Then there’s “It’s Alright Ma (I’m Only Bleeding),” which includes lines such as, “He who is not busy being born is busy dying,” “But even the president of the United States must have to stand naked,” “I’ve got nothing, Ma, to live up to,” and “While money doesn’t talk, it swears.”

The album ends with “It’s All Over Now, Baby Blue,” a brilliant effort in and of itself, but even more poignant when it is revealed to be a bridge to Highway 61.

And so, after this, ridiculously great works such as “Desolation Row,” “Stuck Inside of Mobile (with the Memphis Blues Again),” “Tangled Up in Blue,” “Simple Twist of Fate,” “Shooting Star,” “Mississippi,” and many, many more phenomenal artistic creations – most of which the general populace has not had the time to absorb or brain capacity to digest, live in our collective psyche.

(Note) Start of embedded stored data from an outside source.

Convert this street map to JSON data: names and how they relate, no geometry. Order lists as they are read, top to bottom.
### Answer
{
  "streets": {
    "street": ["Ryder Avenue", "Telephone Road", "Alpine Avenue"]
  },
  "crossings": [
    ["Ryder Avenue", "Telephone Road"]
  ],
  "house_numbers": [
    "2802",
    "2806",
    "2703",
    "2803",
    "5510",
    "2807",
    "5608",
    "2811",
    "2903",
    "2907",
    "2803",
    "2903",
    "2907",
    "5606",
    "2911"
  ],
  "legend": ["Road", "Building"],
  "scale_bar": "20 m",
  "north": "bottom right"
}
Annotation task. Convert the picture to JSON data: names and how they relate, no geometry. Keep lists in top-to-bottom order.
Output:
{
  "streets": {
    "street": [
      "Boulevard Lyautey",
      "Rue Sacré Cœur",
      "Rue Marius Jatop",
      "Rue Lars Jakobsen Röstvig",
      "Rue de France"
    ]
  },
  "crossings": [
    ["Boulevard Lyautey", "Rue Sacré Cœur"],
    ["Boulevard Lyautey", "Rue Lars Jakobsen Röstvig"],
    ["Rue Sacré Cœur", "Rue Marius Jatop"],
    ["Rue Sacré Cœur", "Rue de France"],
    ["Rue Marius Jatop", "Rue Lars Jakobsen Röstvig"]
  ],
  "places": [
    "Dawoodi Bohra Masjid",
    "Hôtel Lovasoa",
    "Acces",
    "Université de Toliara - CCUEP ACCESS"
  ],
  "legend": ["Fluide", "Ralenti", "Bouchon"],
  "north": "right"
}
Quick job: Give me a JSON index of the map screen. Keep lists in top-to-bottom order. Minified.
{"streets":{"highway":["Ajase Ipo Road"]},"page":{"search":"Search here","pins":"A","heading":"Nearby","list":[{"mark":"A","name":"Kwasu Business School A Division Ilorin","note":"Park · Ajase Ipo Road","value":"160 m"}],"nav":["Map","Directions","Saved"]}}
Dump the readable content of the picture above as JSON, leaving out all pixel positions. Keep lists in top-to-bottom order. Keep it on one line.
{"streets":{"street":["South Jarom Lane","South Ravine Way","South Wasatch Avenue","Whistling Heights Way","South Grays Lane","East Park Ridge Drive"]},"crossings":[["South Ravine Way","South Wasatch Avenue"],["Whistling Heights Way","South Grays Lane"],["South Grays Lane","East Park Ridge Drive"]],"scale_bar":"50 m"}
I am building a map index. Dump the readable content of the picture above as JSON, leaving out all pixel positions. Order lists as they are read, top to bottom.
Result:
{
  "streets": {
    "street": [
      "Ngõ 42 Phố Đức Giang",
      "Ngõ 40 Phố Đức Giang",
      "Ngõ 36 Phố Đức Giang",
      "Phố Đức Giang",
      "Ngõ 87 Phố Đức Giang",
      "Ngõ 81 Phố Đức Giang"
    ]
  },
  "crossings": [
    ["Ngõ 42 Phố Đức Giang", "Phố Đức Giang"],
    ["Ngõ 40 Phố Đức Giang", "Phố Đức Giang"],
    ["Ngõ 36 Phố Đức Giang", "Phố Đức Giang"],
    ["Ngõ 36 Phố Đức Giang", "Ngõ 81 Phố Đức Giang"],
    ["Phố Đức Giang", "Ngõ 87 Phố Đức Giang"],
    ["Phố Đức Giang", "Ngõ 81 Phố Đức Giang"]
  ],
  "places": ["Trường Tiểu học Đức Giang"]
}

And Dylan continues to create and perform.

Make of what it what you will. That’s your right. But, while placing poetry against music may have begun a long time ago, everyone in the music industry that followed Dylan has pointed to him as the transformational artist of this century and the pivot point for all that came next. (Rolling Stone magazine labeled Highway 61 as “The album that changed everything!”) And, the last time I checked, music was an art form.

For those who are hung up because Dylan is not a “singer,” in some purist’s definition, ask yourselves this: “How does it feel?”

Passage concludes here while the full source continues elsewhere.